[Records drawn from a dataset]
------------------------------------

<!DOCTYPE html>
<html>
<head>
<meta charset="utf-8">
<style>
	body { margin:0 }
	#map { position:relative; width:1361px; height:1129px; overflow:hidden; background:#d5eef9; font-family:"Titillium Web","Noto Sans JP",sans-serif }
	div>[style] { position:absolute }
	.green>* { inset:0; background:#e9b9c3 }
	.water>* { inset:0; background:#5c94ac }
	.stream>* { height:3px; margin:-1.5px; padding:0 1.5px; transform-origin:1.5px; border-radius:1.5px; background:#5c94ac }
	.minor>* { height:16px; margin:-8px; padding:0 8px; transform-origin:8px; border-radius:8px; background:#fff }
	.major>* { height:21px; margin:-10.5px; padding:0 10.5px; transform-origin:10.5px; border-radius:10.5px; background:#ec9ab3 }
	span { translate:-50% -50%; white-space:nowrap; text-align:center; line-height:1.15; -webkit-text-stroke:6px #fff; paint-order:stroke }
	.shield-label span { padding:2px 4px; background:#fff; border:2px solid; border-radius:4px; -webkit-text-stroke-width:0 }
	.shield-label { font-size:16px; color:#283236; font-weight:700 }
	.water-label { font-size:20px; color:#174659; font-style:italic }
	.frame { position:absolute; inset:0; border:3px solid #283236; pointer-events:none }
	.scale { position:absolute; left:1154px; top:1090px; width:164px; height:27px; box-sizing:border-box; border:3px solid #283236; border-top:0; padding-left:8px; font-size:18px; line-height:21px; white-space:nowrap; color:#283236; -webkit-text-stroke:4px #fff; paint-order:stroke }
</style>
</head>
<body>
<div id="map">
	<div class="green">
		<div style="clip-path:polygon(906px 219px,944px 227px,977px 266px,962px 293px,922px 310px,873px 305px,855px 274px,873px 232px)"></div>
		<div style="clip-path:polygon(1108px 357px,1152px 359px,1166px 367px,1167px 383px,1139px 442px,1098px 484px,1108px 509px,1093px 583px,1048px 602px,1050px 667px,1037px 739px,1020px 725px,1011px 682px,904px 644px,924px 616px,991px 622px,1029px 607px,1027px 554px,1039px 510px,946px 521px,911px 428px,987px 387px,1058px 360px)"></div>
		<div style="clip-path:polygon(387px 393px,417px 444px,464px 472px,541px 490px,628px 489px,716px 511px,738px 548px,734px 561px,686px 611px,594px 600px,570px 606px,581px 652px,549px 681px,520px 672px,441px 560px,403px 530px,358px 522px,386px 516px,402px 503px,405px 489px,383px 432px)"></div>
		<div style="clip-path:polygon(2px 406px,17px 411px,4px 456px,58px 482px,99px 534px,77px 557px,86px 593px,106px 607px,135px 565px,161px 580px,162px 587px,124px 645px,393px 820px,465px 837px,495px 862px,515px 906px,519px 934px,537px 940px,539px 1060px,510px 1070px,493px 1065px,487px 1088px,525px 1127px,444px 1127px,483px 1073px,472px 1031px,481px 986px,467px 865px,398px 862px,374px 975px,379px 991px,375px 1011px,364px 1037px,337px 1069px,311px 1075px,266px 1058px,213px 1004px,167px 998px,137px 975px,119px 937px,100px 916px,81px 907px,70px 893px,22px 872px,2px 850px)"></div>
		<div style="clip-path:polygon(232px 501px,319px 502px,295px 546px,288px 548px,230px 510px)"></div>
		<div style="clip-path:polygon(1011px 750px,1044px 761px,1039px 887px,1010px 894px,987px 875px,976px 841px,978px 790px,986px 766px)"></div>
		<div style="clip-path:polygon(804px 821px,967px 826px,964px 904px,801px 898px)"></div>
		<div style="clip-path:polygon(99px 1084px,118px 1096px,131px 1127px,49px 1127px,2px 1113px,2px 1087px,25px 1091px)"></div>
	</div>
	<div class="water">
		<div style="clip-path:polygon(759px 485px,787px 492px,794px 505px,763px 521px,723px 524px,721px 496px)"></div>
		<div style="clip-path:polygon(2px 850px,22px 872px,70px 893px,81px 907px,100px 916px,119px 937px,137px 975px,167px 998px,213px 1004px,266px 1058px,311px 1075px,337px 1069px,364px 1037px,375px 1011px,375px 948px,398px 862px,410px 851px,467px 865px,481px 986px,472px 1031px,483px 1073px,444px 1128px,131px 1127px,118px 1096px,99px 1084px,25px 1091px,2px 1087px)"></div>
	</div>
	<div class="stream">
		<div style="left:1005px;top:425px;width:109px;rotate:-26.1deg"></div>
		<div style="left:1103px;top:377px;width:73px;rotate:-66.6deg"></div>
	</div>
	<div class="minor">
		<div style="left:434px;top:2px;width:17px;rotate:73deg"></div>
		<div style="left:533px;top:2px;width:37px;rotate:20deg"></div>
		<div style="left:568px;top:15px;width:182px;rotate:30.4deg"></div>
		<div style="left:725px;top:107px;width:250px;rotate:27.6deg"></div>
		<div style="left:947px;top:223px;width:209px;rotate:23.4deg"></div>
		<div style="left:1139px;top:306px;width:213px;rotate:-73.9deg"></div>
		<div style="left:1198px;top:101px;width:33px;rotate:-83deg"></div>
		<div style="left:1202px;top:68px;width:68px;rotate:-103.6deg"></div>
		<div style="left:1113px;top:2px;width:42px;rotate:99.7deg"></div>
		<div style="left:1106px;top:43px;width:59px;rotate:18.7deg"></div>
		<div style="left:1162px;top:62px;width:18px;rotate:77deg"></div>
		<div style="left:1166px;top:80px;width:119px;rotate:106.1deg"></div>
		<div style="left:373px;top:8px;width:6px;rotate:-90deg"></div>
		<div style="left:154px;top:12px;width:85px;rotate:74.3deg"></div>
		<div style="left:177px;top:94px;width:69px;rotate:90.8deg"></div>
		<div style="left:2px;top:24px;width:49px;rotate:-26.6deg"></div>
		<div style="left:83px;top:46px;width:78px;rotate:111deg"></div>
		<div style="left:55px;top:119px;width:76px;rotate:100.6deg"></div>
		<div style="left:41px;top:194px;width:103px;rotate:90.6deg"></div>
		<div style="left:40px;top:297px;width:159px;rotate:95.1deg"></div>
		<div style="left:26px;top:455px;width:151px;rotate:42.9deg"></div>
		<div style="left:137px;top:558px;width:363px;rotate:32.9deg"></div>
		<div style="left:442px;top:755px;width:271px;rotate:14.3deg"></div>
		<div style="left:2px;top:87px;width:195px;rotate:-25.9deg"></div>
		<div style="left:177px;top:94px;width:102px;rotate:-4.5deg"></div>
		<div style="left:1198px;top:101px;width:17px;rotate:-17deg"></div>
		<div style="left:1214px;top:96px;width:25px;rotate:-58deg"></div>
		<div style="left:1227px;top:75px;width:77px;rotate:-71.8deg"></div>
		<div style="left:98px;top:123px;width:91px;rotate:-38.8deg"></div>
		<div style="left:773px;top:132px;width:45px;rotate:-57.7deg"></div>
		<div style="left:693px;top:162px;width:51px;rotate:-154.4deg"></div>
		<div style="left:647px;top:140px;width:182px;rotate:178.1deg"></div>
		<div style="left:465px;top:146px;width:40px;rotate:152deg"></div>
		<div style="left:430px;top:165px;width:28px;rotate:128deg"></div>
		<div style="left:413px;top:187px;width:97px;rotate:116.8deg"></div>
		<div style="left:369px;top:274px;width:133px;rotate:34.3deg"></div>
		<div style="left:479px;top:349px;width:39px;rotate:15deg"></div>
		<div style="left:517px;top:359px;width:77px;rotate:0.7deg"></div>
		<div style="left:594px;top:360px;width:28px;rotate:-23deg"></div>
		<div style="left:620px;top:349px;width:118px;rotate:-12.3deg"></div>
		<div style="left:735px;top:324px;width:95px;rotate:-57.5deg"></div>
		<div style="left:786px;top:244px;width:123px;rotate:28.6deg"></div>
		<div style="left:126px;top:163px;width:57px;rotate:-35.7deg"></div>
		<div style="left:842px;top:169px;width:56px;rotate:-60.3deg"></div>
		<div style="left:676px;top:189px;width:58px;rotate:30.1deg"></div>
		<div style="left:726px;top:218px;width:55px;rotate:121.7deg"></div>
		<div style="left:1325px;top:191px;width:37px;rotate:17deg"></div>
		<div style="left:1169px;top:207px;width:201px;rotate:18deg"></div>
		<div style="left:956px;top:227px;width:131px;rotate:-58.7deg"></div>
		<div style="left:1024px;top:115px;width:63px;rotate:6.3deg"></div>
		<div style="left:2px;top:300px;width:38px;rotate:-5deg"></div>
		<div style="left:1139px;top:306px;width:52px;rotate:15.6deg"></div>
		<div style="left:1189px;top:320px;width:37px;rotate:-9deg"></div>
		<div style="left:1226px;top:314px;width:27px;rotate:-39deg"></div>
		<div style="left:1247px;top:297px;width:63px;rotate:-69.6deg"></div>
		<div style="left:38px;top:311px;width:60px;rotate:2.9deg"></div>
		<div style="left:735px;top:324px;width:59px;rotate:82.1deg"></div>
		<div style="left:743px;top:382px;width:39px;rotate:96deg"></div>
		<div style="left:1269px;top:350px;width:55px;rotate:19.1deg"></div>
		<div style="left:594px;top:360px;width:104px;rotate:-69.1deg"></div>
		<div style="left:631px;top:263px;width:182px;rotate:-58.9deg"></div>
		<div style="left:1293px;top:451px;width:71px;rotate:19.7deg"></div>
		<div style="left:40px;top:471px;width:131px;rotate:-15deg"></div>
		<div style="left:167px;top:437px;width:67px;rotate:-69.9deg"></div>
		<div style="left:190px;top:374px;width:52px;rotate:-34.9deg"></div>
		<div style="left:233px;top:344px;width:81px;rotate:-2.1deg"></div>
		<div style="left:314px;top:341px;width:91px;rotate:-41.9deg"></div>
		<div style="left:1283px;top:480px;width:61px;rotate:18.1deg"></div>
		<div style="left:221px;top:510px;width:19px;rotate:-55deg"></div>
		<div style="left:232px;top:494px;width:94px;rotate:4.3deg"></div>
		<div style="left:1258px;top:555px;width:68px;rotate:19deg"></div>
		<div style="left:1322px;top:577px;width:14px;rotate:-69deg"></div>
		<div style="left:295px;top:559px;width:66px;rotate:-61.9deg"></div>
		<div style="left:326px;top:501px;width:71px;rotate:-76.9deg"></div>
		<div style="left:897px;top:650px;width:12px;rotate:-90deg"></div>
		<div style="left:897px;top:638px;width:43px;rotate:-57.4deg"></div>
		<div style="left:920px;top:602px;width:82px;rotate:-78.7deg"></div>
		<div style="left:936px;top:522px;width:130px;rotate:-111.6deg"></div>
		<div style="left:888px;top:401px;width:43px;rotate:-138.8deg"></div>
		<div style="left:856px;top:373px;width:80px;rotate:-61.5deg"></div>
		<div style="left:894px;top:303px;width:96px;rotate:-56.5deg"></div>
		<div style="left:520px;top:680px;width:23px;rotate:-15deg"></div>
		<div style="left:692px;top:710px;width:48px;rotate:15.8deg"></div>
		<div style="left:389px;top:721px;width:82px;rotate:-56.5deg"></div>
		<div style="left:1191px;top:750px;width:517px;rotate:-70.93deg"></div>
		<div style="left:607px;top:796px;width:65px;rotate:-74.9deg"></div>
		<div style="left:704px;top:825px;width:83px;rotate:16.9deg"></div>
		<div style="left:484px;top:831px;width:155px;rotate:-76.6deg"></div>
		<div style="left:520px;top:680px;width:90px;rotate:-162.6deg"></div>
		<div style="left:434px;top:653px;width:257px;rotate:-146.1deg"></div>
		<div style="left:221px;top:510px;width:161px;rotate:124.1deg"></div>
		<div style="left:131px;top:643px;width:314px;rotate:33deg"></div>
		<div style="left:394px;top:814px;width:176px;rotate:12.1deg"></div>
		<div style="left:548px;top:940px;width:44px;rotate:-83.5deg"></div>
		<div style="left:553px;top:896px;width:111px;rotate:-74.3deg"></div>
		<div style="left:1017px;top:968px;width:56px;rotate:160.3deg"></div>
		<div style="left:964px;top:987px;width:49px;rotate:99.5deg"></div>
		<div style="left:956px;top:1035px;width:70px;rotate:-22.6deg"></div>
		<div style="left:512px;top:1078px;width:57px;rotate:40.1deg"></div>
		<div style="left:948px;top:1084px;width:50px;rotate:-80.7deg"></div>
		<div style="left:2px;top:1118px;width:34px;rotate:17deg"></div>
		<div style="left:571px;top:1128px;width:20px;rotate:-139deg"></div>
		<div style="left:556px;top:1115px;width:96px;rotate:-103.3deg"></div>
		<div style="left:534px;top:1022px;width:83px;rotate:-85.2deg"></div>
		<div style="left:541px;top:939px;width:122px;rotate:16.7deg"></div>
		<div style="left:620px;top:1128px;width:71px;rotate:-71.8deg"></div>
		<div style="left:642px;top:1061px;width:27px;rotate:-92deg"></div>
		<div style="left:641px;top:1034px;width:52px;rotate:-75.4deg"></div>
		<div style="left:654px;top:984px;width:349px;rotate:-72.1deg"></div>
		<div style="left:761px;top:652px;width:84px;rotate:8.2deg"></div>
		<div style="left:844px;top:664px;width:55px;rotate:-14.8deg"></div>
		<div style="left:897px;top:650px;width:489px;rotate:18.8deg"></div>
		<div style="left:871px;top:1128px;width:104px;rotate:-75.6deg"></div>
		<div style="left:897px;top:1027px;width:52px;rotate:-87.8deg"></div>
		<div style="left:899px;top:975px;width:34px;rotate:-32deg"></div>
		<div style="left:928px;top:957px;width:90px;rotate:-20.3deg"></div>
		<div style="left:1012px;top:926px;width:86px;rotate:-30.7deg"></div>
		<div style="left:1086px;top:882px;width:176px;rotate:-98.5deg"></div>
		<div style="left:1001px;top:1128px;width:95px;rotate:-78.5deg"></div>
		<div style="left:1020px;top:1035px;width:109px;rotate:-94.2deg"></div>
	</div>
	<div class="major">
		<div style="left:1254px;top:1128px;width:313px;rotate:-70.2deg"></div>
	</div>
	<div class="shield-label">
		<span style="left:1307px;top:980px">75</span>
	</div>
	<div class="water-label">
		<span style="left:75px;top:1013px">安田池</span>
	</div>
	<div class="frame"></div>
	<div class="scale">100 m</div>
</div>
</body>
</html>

------------------------------------

TASK GOAL ::
Give the number of lines that hold the word "stream" in these records, with nothing added.

TASK ANSWER ::
2